Politics

Kentucky was one of 13 states where same-sex marriage bans were overturned by a landmark Supreme Court decision on Friday.

In Kentucky, an estimated 57 percent of the population still disapproves of same sex marriage, according to a May poll.

With that, state lawmakers and other leaders cautiously responded Friday to the ruling and moved forward with implementing its ramifications.

That included a sharp disagreement on the issue from Kentucky’s major party candidates for governor.

In a letter to county clerks around the commonwealth sent shortly after the ruling, Democratic Gov. Steve Beshear declared: “Effective today, Kentucky will recognize as valid all same sex marriages performed in other states and in Kentucky.”

Beshear also instructed the Kentucky Department of Libraries and Archives to send revised marriage license forms to county clerks, adding that government officials must obey the ruling despite personal beliefs.

“Neither your oath nor the Supreme Court dictates what you must believe.
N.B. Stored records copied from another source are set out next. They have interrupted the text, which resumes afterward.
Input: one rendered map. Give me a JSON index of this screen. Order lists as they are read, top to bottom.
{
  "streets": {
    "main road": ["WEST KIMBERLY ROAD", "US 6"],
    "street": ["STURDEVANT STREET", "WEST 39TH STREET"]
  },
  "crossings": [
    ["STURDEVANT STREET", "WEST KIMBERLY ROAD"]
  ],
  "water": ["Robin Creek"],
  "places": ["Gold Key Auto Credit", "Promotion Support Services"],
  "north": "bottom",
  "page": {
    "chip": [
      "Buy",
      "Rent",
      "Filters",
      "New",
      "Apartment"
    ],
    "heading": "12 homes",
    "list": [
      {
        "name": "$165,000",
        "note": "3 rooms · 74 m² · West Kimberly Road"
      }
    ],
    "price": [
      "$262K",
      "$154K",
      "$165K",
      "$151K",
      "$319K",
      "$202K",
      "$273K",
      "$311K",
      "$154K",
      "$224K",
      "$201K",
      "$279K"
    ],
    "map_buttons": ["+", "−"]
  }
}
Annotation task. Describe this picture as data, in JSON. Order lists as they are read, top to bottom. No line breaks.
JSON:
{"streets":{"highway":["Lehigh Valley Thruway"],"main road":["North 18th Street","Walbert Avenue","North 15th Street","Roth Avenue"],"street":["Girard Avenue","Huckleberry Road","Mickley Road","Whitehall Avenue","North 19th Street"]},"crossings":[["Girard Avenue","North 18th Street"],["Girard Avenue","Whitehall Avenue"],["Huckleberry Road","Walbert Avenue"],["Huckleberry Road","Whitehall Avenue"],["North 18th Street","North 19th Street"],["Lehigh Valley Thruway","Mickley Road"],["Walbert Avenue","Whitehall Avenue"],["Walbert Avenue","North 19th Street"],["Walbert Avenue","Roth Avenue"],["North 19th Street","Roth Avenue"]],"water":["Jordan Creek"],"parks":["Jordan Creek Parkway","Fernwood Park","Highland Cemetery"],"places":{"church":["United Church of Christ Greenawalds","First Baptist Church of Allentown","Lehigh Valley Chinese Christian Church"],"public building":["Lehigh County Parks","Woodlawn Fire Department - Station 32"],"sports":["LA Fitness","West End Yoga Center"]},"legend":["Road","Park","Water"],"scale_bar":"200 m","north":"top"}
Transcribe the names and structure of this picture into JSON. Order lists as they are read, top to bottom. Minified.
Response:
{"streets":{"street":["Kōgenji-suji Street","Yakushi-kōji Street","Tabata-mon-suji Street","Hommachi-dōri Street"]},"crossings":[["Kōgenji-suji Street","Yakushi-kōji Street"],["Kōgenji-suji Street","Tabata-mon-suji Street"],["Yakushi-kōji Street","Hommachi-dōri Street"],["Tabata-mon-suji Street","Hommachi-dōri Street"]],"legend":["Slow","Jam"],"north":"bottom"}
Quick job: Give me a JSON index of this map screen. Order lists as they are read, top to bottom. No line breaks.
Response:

But as elected officials, they do prescribe how we must act,” Beshear said in the letter.

Beshear’s declaration comes after years of defending the state’s constitutional ban on same-sex marriage, which passed a public referendum with 74 percent of the vote in 2004.

On Friday, he’s order was soon after followed by same-sex couples getting married in Kentucky.

Democratic Attorney General Jack Conway had also defended the ban, until the law was ruled unconstitutional by the late U.S. District Court Judge John Heyburn, who ruled that ban violated the constitutional guarantee of equal protection under the law.

Conway refused to appeal the ruling, saying that doing so would amount to defending discrimination and a waste of resources. Beshear then hired outside counsel to represent the state’s case at the higher courts.

On Friday, Conway, who’s also the Democratic candidate for governor, issued a statement defending his actions, which have come under fire from those who support the ban.

“As Attorney General of the Commonwealth of Kentucky, I did my duty and defended Kentucky’s constitutional amendment,” Conway said in the statement.

Conway also noted in a statement that the Supreme Court ruling doesn’t force ministers or congregations from acting against their beliefs.

Conway ended his letter with a nod of support for the plaintiffs in the case: “As the Court profoundly stated in its opinion regarding the plaintiffs, ‘They ask for equal dignity in the eyes of the law. The Constitution grants them that right.’ “

House Speaker Greg Stumbo, a Prestonsburg Democrat, praised the ruling in an email, citing a Christian mandate for tolerance.

“The Bible upon which I swore my oath is often referred to by those who have opposed this ruling,” Stumbo said. “My reading of the Bible teaches me tolerance and understanding for all of God’s children, no matter how rich or poor, no matter the color of their skin and no matter of the personal choices made in their lives.”

Stumbo was one of 107 out of 138 state legislators who signed a brief in support of the same sex marriage ban earlier this year.

In a response on Friday, the speaker noted his oath to uphold Kentucky’s constitution.  “I take that very seriously, and the ban was part of our Constitution, which I swore to protect regardless of what my personal views may have been,” he said.

State Sen. Whitney Westerfield, a Hopkinsville Republican who’s running for attorney general, called Friday’s ruling “unfortunate, because that’s not the will of the people of the Commonwealth.”

Westerfield said he looks forward to Gov. Steve Beshear strengthening the state’s religious freedom law to ensure pastors won’t be required to conduct same-sex marriage ceremonies.

“Are we going to compel pastors to marry homosexual couples if they don’t believe in that?” Westerfield said.

Westerfield also made a jab at current attorney general Conway for not defending the ban.

“As attorney general I’m going to have to enforce some things I don’t believe in including this, unlike General Conway did when this first issue came up last year,” Westerfield said.

Republican gubernatorial nominee Matt Bevin also criticized the Supreme Court’s ruling, saying that “activist judges have chosen to ignore the will of the people, and to ignore the Constitutional principle of state’s rights.”

Bevin also accused Conway, his opponent, of “abandoning his oath of office” by not defending the same sex marriage ban. “Jack Conway’s failure to do his job and defend our laws in Kentucky disqualifies him from being elected to the office of governor,” Bevin said.

State Sen. Morgan McGarvey, a Louisville Democrat, praised the ruling on Friday.

“What a proud thing for the United States and for Kentucky,” McGarvey said. “What the Supreme Court showed us today is that this country is founded on tolerance and acceptance.”

McGarvey also threw his support behind Conway’s decision to not defend the ban and “waste the state’s resources.”

“I think today’s decision validates General Conway’s decision.”

Ryland Barton is the Capitol bureau chief for Kentucky Public Radio.